[Saved entries]
***
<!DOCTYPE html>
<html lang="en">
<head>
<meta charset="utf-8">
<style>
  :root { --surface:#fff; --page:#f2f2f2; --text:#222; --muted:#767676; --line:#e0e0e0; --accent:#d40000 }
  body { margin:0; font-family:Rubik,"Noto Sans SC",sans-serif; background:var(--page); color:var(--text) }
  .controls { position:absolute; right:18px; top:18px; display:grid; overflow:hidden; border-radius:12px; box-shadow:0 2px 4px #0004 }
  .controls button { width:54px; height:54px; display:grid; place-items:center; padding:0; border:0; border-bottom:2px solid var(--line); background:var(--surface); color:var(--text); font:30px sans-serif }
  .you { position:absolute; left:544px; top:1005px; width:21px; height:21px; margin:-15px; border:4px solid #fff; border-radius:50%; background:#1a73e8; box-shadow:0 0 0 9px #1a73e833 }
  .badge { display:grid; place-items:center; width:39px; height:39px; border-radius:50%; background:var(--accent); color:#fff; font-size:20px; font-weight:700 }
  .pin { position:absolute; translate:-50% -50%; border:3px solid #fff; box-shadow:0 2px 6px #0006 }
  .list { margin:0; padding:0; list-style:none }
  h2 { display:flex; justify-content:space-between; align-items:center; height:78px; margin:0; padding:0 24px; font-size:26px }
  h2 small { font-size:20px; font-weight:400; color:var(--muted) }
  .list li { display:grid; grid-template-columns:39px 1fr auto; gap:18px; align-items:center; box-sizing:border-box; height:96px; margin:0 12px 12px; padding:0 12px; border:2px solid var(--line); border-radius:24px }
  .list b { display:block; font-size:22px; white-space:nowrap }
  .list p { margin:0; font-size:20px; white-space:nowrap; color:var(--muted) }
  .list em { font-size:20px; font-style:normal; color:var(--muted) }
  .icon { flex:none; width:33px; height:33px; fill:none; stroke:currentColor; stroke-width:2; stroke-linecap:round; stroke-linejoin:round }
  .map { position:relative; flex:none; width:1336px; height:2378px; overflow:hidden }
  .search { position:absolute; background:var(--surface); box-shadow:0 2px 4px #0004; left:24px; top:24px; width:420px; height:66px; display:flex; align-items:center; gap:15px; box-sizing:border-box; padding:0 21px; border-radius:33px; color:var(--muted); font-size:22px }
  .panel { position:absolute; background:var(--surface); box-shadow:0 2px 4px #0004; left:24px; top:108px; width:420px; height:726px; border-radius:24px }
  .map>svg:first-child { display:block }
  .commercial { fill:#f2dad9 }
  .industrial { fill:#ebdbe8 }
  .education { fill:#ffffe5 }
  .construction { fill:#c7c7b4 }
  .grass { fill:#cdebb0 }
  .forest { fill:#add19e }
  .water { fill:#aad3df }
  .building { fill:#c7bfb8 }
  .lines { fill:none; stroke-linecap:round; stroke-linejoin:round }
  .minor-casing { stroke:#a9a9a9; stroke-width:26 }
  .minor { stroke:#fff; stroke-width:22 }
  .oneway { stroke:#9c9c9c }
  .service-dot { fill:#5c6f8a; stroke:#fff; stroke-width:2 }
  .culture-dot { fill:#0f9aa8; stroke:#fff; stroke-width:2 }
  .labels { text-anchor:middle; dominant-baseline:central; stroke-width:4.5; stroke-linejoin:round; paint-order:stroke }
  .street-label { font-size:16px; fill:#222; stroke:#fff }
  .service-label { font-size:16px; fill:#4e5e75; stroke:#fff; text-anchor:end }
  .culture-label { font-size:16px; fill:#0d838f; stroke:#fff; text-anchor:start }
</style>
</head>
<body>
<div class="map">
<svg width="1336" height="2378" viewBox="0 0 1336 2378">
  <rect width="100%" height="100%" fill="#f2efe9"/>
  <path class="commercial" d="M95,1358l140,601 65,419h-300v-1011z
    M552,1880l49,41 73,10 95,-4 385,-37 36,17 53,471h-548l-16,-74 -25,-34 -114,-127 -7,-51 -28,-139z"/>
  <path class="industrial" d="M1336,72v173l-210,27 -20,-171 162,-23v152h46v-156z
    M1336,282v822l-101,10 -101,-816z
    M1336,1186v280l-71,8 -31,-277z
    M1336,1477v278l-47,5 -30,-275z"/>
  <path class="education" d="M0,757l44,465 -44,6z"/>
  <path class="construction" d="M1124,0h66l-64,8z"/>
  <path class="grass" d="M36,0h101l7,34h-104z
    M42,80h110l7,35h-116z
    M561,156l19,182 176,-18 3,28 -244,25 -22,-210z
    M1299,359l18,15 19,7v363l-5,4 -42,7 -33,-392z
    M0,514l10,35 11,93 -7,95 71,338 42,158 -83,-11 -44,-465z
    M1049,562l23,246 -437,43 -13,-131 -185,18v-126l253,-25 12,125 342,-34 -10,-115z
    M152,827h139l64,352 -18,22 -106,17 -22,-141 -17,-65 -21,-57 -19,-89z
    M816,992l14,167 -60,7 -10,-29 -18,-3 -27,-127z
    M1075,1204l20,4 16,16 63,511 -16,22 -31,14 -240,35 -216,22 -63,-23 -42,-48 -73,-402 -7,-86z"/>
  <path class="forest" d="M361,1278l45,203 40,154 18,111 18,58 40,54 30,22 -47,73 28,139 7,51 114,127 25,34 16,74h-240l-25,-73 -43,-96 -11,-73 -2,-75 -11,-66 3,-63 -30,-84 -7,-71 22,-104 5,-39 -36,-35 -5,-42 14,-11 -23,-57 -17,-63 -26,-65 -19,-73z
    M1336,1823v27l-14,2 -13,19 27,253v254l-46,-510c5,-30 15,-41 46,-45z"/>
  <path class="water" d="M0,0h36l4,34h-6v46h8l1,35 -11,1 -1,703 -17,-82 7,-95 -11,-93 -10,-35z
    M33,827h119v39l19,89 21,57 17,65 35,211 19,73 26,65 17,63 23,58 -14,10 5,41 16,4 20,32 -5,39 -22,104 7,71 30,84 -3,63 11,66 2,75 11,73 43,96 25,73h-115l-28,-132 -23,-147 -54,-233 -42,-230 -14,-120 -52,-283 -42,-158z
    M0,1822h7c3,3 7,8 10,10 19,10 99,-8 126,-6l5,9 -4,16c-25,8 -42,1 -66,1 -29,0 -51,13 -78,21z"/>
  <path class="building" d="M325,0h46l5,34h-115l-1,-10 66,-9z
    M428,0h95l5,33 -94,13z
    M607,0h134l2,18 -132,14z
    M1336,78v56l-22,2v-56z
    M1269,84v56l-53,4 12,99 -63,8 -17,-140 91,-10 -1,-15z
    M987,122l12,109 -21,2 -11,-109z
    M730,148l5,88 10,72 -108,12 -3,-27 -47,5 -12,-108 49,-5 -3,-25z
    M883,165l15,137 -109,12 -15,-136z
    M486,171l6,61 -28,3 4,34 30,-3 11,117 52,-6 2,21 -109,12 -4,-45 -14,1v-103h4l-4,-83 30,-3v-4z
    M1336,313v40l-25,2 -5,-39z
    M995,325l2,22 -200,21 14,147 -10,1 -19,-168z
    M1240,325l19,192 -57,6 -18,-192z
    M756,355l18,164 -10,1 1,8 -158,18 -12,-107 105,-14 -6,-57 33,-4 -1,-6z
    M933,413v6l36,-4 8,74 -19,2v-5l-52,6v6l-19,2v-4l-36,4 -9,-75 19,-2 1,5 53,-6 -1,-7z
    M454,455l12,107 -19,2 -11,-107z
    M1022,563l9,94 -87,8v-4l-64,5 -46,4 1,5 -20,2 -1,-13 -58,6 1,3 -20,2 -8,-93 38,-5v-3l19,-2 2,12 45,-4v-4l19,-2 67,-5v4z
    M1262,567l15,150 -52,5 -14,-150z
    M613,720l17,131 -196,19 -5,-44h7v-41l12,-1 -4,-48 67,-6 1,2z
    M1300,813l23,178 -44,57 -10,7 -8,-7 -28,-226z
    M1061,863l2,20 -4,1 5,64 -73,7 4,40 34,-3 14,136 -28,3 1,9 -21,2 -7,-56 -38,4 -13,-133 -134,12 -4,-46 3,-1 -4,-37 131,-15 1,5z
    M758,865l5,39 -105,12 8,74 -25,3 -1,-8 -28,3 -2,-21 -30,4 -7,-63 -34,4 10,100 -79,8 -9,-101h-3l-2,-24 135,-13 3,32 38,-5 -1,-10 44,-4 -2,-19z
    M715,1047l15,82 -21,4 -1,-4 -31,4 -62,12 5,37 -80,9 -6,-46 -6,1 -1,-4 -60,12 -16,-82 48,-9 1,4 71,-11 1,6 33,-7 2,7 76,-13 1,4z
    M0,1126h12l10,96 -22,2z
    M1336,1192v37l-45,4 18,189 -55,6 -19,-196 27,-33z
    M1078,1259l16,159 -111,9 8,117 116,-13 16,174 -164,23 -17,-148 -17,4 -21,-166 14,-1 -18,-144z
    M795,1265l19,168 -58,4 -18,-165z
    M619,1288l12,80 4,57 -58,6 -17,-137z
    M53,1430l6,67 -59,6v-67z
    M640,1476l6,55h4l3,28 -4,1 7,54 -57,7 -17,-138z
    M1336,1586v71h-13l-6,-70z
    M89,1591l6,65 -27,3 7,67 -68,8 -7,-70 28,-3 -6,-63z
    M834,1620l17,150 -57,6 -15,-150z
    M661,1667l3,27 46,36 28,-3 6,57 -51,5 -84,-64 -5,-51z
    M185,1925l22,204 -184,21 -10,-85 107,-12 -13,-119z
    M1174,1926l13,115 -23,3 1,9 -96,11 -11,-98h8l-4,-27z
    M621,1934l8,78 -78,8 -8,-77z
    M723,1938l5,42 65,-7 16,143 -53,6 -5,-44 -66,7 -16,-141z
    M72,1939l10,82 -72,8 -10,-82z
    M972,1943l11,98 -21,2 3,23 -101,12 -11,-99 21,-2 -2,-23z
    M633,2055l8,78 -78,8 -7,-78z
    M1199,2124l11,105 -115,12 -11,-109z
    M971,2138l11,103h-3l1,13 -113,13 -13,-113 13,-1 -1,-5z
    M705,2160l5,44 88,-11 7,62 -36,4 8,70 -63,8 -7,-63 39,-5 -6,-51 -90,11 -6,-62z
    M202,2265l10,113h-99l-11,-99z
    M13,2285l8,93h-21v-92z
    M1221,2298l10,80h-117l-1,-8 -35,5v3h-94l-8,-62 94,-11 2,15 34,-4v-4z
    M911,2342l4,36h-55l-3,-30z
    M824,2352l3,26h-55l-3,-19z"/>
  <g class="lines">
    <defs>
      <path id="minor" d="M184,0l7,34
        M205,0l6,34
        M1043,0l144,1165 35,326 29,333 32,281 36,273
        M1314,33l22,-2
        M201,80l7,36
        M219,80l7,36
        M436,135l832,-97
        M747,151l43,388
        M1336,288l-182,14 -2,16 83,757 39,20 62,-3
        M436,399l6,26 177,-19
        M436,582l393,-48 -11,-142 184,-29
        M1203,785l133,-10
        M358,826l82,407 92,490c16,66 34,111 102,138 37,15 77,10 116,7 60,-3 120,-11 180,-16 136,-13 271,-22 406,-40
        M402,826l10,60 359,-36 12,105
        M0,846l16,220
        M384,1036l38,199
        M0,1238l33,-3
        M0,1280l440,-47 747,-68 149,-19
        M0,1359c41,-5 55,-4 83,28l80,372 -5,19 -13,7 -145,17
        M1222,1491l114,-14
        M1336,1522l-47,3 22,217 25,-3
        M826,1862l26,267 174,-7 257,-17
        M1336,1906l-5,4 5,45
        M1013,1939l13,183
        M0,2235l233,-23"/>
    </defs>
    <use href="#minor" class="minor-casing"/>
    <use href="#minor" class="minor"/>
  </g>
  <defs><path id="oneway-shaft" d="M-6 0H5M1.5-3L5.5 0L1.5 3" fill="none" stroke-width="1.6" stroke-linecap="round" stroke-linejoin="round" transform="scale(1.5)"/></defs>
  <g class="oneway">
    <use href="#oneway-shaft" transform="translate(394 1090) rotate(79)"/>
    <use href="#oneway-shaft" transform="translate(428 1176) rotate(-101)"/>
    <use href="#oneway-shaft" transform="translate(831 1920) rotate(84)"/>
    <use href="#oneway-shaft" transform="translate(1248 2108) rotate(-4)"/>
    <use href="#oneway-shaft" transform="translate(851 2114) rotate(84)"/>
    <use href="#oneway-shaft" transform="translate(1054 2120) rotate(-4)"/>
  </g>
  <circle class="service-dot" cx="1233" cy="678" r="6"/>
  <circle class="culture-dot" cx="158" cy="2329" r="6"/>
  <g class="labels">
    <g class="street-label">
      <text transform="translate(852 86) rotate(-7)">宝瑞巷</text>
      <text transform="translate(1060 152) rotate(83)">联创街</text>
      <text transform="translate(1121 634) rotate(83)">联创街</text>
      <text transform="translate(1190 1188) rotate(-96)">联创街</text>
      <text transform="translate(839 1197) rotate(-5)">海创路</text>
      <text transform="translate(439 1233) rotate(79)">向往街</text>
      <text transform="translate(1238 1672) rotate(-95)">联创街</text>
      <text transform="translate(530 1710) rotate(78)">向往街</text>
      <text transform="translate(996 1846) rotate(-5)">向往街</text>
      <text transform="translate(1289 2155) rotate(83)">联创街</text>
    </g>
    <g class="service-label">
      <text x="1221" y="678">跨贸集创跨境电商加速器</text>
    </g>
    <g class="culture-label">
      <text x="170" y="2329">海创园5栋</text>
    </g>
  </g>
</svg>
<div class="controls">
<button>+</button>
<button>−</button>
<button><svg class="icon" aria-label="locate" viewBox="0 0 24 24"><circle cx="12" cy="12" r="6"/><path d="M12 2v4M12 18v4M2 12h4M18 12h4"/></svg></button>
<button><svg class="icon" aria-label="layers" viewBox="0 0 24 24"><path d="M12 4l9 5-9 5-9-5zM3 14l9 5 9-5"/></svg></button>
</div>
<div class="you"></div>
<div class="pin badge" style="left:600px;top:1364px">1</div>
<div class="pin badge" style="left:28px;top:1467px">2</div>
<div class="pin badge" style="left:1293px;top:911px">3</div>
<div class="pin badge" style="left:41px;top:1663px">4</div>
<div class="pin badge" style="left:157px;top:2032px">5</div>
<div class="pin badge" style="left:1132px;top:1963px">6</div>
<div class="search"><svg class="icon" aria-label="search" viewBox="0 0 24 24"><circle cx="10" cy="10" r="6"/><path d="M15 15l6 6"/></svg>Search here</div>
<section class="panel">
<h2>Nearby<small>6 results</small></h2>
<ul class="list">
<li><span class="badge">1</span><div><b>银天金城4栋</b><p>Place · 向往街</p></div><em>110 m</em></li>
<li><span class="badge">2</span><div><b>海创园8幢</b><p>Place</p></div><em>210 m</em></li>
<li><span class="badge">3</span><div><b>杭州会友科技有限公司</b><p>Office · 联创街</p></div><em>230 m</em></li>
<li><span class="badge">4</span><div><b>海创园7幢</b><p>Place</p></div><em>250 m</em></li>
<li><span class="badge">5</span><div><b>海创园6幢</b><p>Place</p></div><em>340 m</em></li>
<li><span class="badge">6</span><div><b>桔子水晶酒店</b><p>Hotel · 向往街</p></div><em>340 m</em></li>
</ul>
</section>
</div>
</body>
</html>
***
WHAT YOU NEED TO DO » Every line in the records above that holds "list" counts once; state the total and nothing else.

RESULT OF THE TASK » 6